• WHAT IS REQUIRED: Your answer should contain only the lines from the top of the data below down through the one with "position:absolute; left:40px; top:1561px;", transcribed exactly and without pictures; please include nothing more.

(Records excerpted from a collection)
***
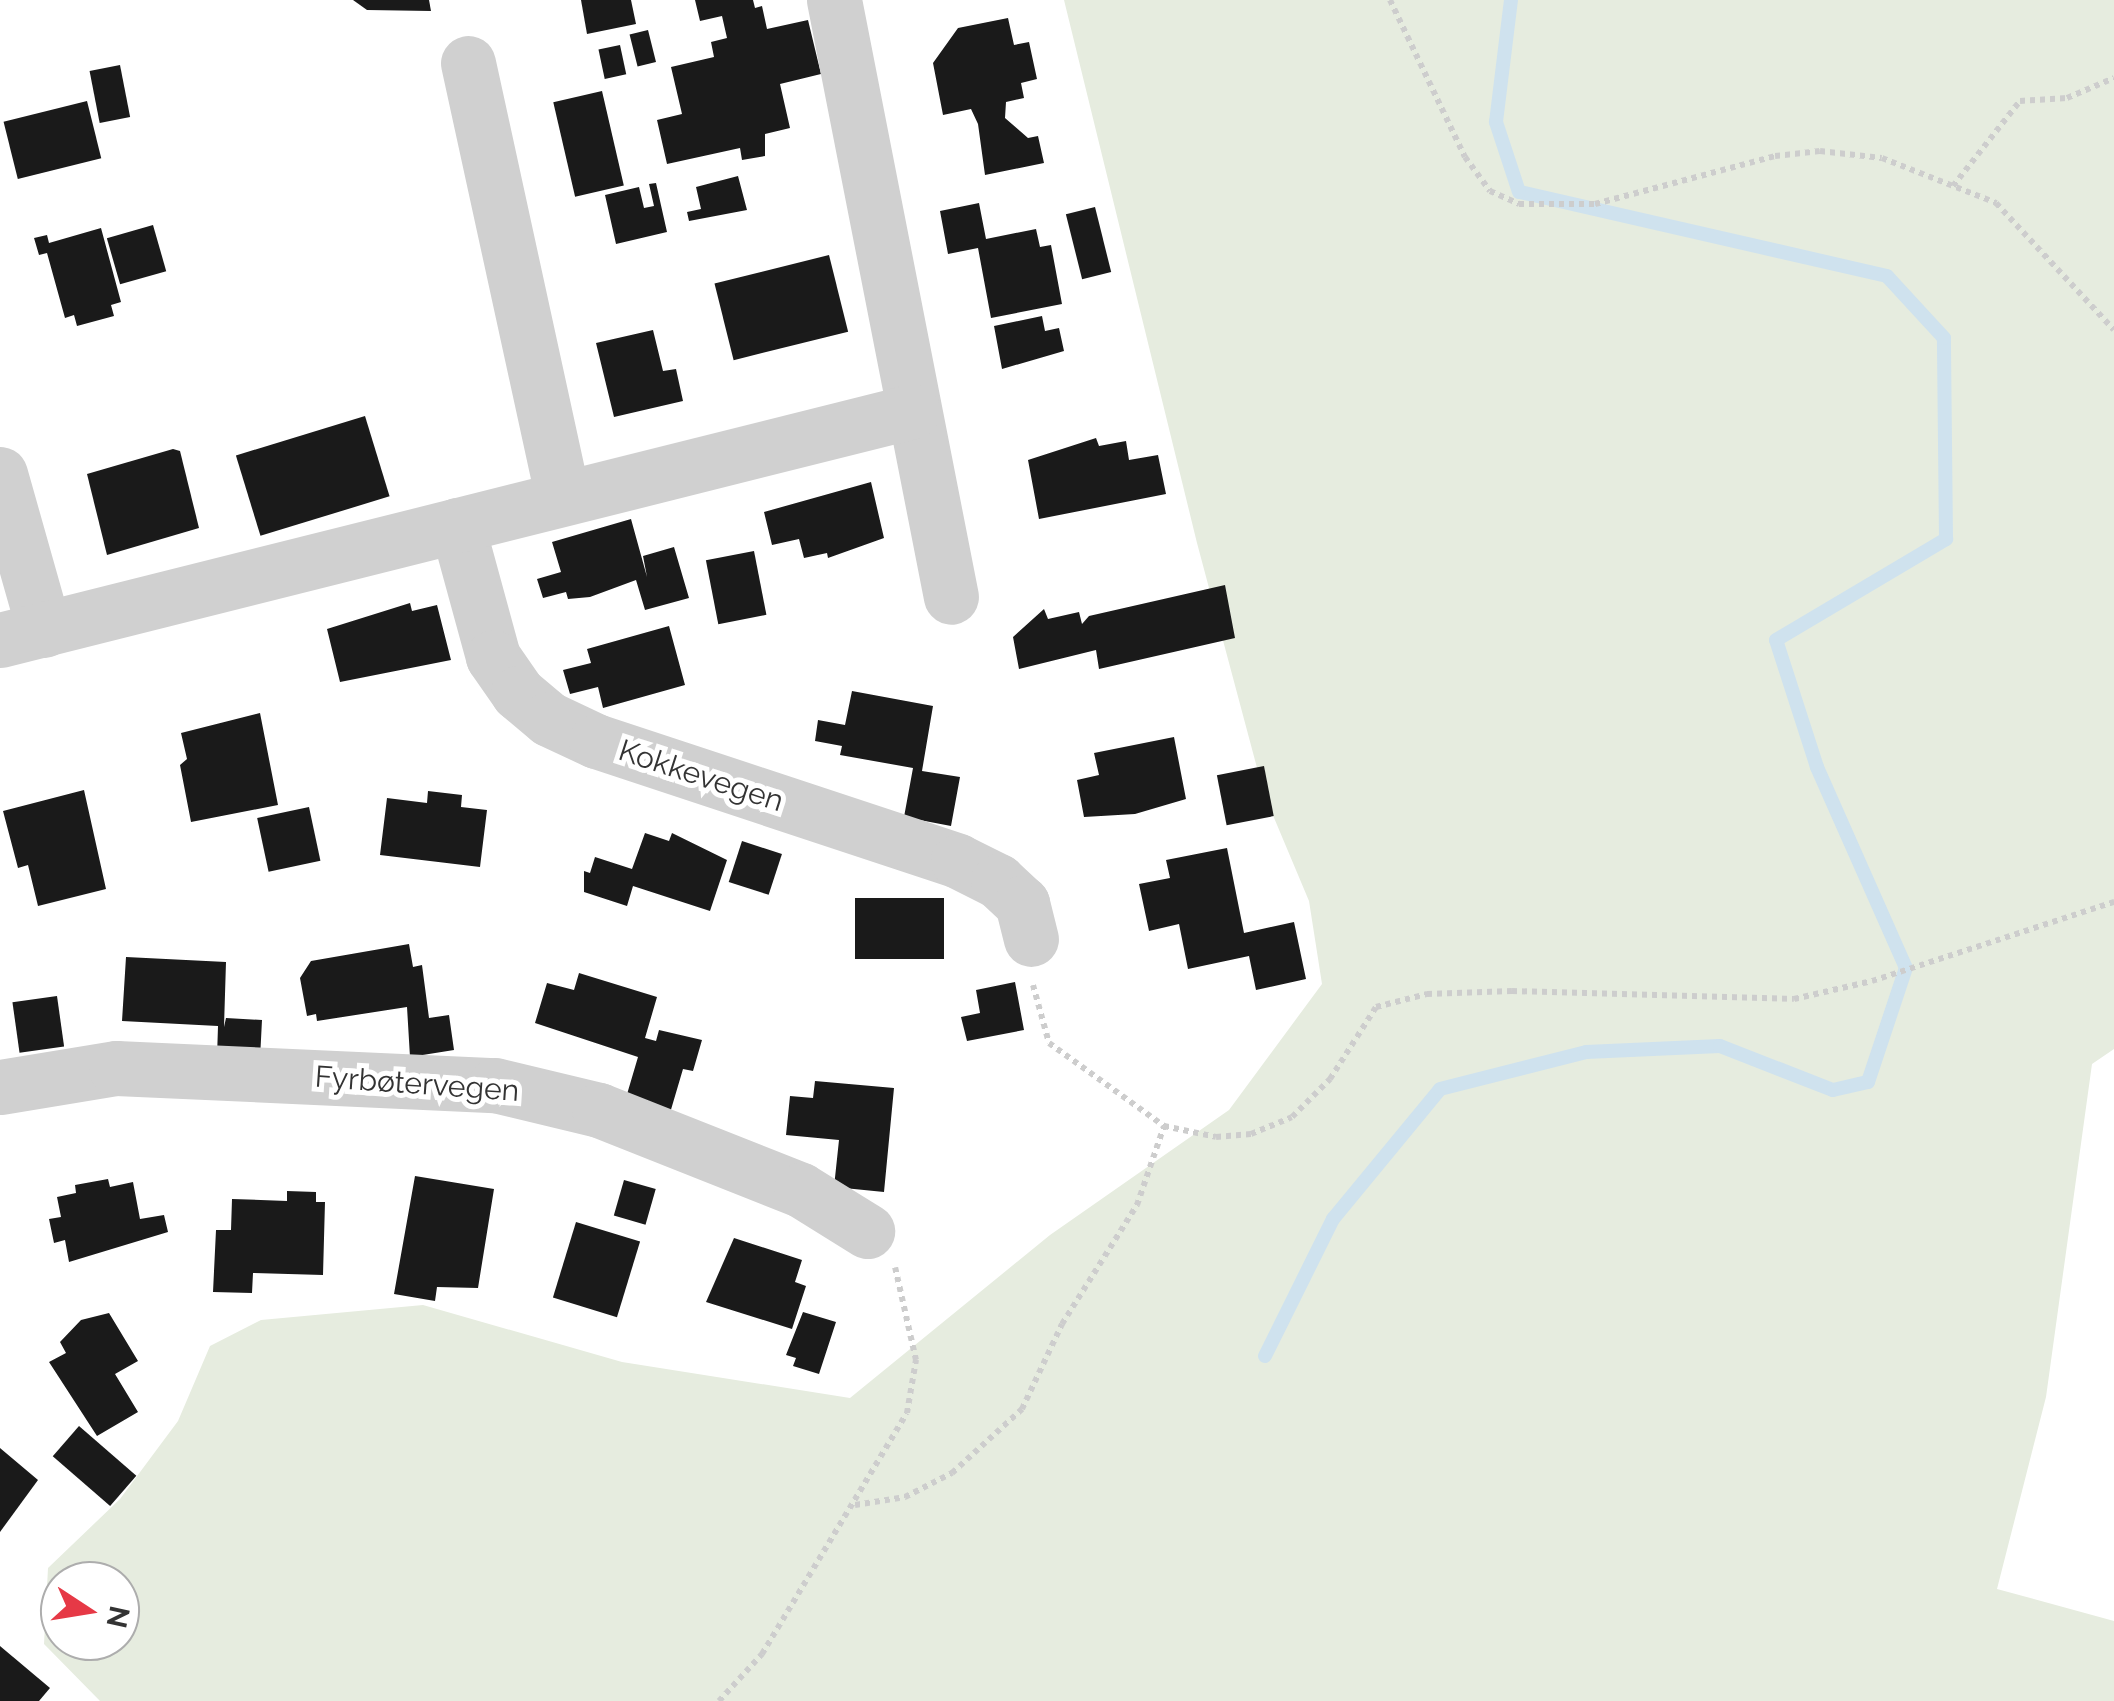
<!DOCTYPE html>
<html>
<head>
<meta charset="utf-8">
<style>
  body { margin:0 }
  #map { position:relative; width:2114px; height:1701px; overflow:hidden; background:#fff; font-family:Raleway,sans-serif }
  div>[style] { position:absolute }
  .green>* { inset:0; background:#e6ecdf }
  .stream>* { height:14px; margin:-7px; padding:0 7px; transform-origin:7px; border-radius:7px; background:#cfe2ee }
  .building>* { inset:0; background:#1a1a1a; transform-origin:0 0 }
  .path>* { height:6px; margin-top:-3px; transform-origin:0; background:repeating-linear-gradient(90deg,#cdcdcd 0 5px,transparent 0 10px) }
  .minor>* { height:55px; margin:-27.5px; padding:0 27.5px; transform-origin:27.5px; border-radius:27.5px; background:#d0d0d0 }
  span { translate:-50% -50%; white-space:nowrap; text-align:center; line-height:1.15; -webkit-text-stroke:10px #fff; paint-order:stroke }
  .street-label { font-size:30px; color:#333 }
  .north { position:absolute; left:40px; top:1561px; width:100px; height:100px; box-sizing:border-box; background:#fff; border:2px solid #adadad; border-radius:50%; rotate:102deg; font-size:28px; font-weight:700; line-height:40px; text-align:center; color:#333 }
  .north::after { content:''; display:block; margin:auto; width:35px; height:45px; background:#e63946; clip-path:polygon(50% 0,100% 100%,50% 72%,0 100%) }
</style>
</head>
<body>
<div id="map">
  <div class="green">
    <i style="clip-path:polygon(evenodd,1064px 0,2114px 0,2114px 1049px,2092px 1064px,2046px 1397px,1997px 1589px,2114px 1621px,2114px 1701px,100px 1701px,44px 1644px,48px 1568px,120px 1499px,178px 1421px,210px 1346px,261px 1320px,423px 1305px,622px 1362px,850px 1398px,1050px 1235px,1229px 1110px,1322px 984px,1309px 901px,1264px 794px,1197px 543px,1064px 0,60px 1581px,120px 1581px,120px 1641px,60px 1641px,60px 1581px)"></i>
  </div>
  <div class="stream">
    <i style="left:1265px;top:1356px;width:153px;rotate:-63.6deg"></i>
    <i style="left:1333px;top:1219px;width:168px;rotate:-50.5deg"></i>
    <i style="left:1440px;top:1089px;width:151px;rotate:-14.2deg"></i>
    <i style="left:1586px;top:1052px;width:134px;rotate:-2.6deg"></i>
    <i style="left:1720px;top:1046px;width:121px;rotate:21.3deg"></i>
    <i style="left:1833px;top:1090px;width:36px;rotate:-13deg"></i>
    <i style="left:1868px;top:1082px;width:120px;rotate:-71.6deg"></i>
    <i style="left:1906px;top:968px;width:220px;rotate:-113.9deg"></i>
    <i style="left:1817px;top:767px;width:133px;rotate:-107.9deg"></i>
    <i style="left:1776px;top:640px;width:198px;rotate:-30.7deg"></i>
    <i style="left:1946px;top:539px;width:201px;rotate:-90.6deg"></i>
    <i style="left:1944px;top:338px;width:84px;rotate:-132.6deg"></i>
    <i style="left:1887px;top:276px;width:377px;rotate:-167.1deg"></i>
    <i style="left:1519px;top:192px;width:74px;rotate:-108.2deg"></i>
    <i style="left:1496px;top:122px;width:123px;rotate:-83deg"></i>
  </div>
  <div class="building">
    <i style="clip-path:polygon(353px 0,429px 0,431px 11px,367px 10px)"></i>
    <i style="clip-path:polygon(581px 0,631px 0,636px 24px,587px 34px)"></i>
    <i style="clip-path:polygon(695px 0,753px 0,755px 8px,762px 6px,767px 29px,808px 20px,821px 74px,780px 84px,790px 128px,765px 134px,765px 156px,742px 160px,740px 148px,667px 164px,657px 120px,682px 114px,671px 67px,714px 57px,711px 42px,727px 38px,722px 16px,700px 21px)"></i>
    <i style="clip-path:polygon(1008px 18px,1014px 45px,1029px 42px,1037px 79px,1021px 83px,1024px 98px,1006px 102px,1005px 118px,1028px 138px,1038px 136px,1044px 163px,985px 175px,978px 124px,971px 109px,943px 115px,933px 63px,958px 28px)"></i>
    <i style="left:648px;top:30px;width:33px;height:19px;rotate:76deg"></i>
    <i style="left:620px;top:45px;width:30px;height:22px;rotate:78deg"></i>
    <i style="left:120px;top:65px;width:53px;height:31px;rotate:79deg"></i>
    <i style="left:602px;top:91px;width:97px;height:50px;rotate:77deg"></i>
    <i style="left:87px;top:101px;width:59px;height:86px;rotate:76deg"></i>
    <i style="clip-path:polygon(738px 176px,747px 210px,689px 221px,687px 212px,701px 209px,696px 187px)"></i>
    <i style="clip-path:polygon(656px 183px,667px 232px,616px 244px,605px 195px,639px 187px,644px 208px,654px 206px,649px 184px)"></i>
    <i style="clip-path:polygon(979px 203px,986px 239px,1036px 229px,1040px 247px,1051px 245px,1062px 304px,991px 318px,978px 248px,948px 254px,940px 211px)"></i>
    <i style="left:1095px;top:207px;width:67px;height:30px;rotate:76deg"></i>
    <i style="left:153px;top:225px;width:48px;height:48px;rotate:74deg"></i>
    <i style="clip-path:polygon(101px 228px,121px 302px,111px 305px,114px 316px,77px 326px,74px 315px,65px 318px,47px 253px,39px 255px,34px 238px,47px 235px,49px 243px)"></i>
    <i style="left:829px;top:255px;width:79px;height:118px;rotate:76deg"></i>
    <i style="clip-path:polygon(1042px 316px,1045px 331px,1059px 328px,1064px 351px,1002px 369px,994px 326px)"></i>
    <i style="clip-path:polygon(653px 330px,663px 371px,676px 369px,683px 401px,614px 417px,596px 343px)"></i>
    <i style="left:365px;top:416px;width:84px;height:135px;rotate:73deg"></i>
    <i style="clip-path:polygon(1096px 438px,1099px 446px,1126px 441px,1129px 460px,1158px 455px,1166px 494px,1039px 519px,1028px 460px)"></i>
    <i style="clip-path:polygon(173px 449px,180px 451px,199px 528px,107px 555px,87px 474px)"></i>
    <i style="clip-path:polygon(871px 482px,884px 538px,828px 558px,827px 553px,804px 558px,799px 539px,772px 545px,764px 512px)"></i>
    <i style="clip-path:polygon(631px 519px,647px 577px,643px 556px,674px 547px,689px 598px,645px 610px,636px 580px,590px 597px,568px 599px,566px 592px,543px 598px,537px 579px,561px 572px,552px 542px)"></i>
    <i style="left:754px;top:551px;width:65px;height:49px;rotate:79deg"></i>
    <i style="clip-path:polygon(1225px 585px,1235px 638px,1099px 669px,1096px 650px,1019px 669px,1013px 637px,1044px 609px,1048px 619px,1079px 612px,1082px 624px,1089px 616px)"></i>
    <i style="clip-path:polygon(410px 603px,412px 611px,437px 605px,451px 660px,340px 682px,327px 629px)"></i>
    <i style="clip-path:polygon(669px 626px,685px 685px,603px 708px,598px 687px,570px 694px,563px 670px,591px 663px,587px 649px)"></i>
    <i style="clip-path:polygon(852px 691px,933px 706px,922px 771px,960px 777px,951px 826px,904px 817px,913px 768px,840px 755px,842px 746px,815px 741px,818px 720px,845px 725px)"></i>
    <i style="clip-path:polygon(260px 713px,278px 805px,191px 822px,180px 765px,187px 759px,181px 733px)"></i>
    <i style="clip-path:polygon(1174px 737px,1186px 799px,1135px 814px,1084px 817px,1077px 780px,1099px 775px,1094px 753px)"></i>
    <i style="left:1264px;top:766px;width:51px;height:48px;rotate:79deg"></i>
    <i style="clip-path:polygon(84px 790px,106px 889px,38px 906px,28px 865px,18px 868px,3px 811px)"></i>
    <i style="clip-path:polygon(428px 791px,462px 795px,461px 807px,487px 810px,480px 867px,380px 855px,387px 798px,427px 803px)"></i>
    <i style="left:309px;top:807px;width:55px;height:53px;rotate:78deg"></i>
    <i style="clip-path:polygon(645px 833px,669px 841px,672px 833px,727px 860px,710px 911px,633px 886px,627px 906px,584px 892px,584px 871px,590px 873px,595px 857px,632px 869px)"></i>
    <i style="left:742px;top:841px;width:42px;height:43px;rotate:18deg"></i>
    <i style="clip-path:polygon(1227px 848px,1244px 933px,1294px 922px,1306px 979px,1256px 990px,1249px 956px,1188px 969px,1179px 924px,1149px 931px,1139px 884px,1170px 878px,1166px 860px)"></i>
    <i style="left:855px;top:898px;width:89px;height:61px"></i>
    <i style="clip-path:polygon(409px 944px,413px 967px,422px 965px,429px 1018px,449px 1015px,454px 1050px,410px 1057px,407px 1007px,317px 1021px,316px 1014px,307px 1016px,300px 978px,311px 961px)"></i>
    <i style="clip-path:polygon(126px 957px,226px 962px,224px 1027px,226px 1018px,262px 1020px,260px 1059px,217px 1057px,218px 1026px,122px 1021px)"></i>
    <i style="clip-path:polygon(579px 973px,657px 997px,645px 1038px,656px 1041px,659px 1030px,702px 1040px,693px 1071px,683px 1069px,670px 1113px,625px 1101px,638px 1057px,535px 1023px,547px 983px,574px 990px)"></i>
    <i style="clip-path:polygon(1015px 982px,1024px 1030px,967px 1041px,961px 1017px,980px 1013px,976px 990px)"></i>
    <i style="left:57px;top:996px;width:51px;height:45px;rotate:82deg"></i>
    <i style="clip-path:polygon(815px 1081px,894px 1088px,884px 1192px,834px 1187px,839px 1140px,786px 1135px,790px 1096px,813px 1098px)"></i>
    <i style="clip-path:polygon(415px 1176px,494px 1189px,478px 1288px,437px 1287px,435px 1301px,394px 1294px)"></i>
    <i style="clip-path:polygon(108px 1179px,110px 1187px,133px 1182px,140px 1219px,164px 1215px,168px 1232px,69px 1262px,65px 1240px,54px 1243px,49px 1219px,61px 1217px,57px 1197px,76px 1193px,75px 1185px)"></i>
    <i style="left:624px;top:1180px;width:33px;height:37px;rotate:16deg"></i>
    <i style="clip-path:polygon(287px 1191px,316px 1192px,316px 1202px,325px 1202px,323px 1275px,253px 1273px,252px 1293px,213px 1292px,216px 1230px,231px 1230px,232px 1199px,287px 1201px)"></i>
    <i style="left:576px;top:1222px;width:67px;height:79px;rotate:17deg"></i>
    <i style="clip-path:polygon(734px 1238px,802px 1260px,795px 1282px,806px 1286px,792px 1329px,706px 1302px)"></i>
    <i style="clip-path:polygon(803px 1312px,836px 1322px,819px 1374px,793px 1366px,796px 1358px,786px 1355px)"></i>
    <i style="clip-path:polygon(109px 1313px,138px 1361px,115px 1374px,138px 1412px,97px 1436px,49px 1362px,66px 1353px,60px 1342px,81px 1320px)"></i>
    <i style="left:79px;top:1426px;width:76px;height:40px;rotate:41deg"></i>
    <i style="clip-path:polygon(0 1448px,38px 1480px,0 1532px)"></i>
    <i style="clip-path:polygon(0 1646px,50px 1688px,39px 1701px,0 1701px)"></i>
  </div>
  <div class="path">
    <i style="left:1390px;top:0;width:174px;rotate:64.5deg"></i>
    <i style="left:1465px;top:157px;width:42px;rotate:53.7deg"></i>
    <i style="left:1490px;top:191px;width:32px;rotate:24deg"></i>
    <i style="left:1519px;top:204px;width:76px"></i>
    <i style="left:1595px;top:204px;width:186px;rotate:-14.9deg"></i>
    <i style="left:1775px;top:156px;width:45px;rotate:-6.3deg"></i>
    <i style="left:1820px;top:151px;width:62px;rotate:6.4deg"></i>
    <i style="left:1882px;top:158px;width:123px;rotate:21.5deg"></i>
    <i style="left:1996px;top:203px;width:173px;rotate:47.1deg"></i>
    <i style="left:1953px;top:186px;width:108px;rotate:-51.8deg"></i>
    <i style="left:2020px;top:101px;width:47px;rotate:-3.7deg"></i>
    <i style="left:2067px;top:98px;width:51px;rotate:-23.1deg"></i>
    <i style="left:1033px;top:985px;width:60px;rotate:74.6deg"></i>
    <i style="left:1049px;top:1043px;width:142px;rotate:35.8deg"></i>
    <i style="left:1164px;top:1126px;width:53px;rotate:11.9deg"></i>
    <i style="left:1216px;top:1137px;width:35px;rotate:-5deg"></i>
    <i style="left:1251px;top:1134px;width:44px;rotate:-22.5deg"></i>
    <i style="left:1292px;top:1117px;width:54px;rotate:-45deg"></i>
    <i style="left:1330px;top:1079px;width:85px;rotate:-57.4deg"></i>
    <i style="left:1376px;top:1007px;width:53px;rotate:-14.3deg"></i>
    <i style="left:1427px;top:994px;width:85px;rotate:-2deg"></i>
    <i style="left:1512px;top:991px;width:282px;rotate:1.6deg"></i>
    <i style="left:1794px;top:999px;width:80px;rotate:-13deg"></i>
    <i style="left:1872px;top:981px;width:255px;rotate:-18.1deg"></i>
    <i style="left:855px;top:1505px;width:51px;rotate:-9.1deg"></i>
    <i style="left:905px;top:1497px;width:53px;rotate:-27.1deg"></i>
    <i style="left:952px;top:1473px;width:95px;rotate:-42.4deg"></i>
    <i style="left:1022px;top:1409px;width:94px;rotate:-64.8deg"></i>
    <i style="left:1062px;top:1324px;width:141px;rotate:-57.8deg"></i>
    <i style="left:1137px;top:1205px;width:83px;rotate:-71.1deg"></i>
    <i style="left:719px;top:1701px;width:64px;rotate:-47.5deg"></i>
    <i style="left:762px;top:1654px;width:281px;rotate:-59deg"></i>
    <i style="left:907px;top:1413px;width:54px;rotate:-80.4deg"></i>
    <i style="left:916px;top:1360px;width:95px;rotate:-102.7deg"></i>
  </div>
  <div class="minor">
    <i style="left:834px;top:0;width:608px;rotate:78.91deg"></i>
    <i style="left:468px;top:63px;width:444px;rotate:77.7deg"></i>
    <i style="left:0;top:474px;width:162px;rotate:74.2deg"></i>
    <i style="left:457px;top:525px;width:137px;rotate:74.7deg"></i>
    <i style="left:493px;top:657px;width:44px;rotate:55.2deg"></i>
    <i style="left:518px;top:693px;width:40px;rotate:40deg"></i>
    <i style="left:549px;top:719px;width:52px;rotate:25.1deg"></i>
    <i style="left:596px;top:741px;width:381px;rotate:18.3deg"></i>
    <i style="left:958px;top:861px;width:45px;rotate:26.6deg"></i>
    <i style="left:998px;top:881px;width:33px;rotate:43deg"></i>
    <i style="left:1022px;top:903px;width:37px;rotate:76deg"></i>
    <i style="left:0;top:640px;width:941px;rotate:-14.08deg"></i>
    <i style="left:0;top:1087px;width:118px;rotate:-9.3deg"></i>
    <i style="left:116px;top:1068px;width:379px;rotate:2.6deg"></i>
    <i style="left:495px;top:1085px;width:107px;rotate:13.5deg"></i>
    <i style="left:599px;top:1110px;width:217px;rotate:21.6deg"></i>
    <i style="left:801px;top:1190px;width:78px;rotate:31.8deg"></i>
  </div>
  <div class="street-label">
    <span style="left:701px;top:776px;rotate:18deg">Kokkevegen</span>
    <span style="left:417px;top:1084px;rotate:4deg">Fyrbøtervegen</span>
  </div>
  <div class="north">N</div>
</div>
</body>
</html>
***
• EXERCISE ANSWER:
<!DOCTYPE html>
<html>
<head>
<meta charset="utf-8">
<style>
  body { margin:0 }
  #map { position:relative; width:2114px; height:1701px; overflow:hidden; background:#fff; font-family:Raleway,sans-serif }
  div>[style] { position:absolute }
  .green>* { inset:0; background:#e6ecdf }
  .stream>* { height:14px; margin:-7px; padding:0 7px; transform-origin:7px; border-radius:7px; background:#cfe2ee }
  .building>* { inset:0; background:#1a1a1a; transform-origin:0 0 }
  .path>* { height:6px; margin-top:-3px; transform-origin:0; background:repeating-linear-gradient(90deg,#cdcdcd 0 5px,transparent 0 10px) }
  .minor>* { height:55px; margin:-27.5px; padding:0 27.5px; transform-origin:27.5px; border-radius:27.5px; background:#d0d0d0 }
  span { translate:-50% -50%; white-space:nowrap; text-align:center; line-height:1.15; -webkit-text-stroke:10px #fff; paint-order:stroke }
  .street-label { font-size:30px; color:#333 }
  .north { position:absolute; left:40px; top:1561px; width:100px; height:100px; box-sizing:border-box; background:#fff; border:2px solid #adadad; border-radius:50%; rotate:102deg; font-size:28px; font-weight:700; line-height:40px; text-align:center; color:#333 }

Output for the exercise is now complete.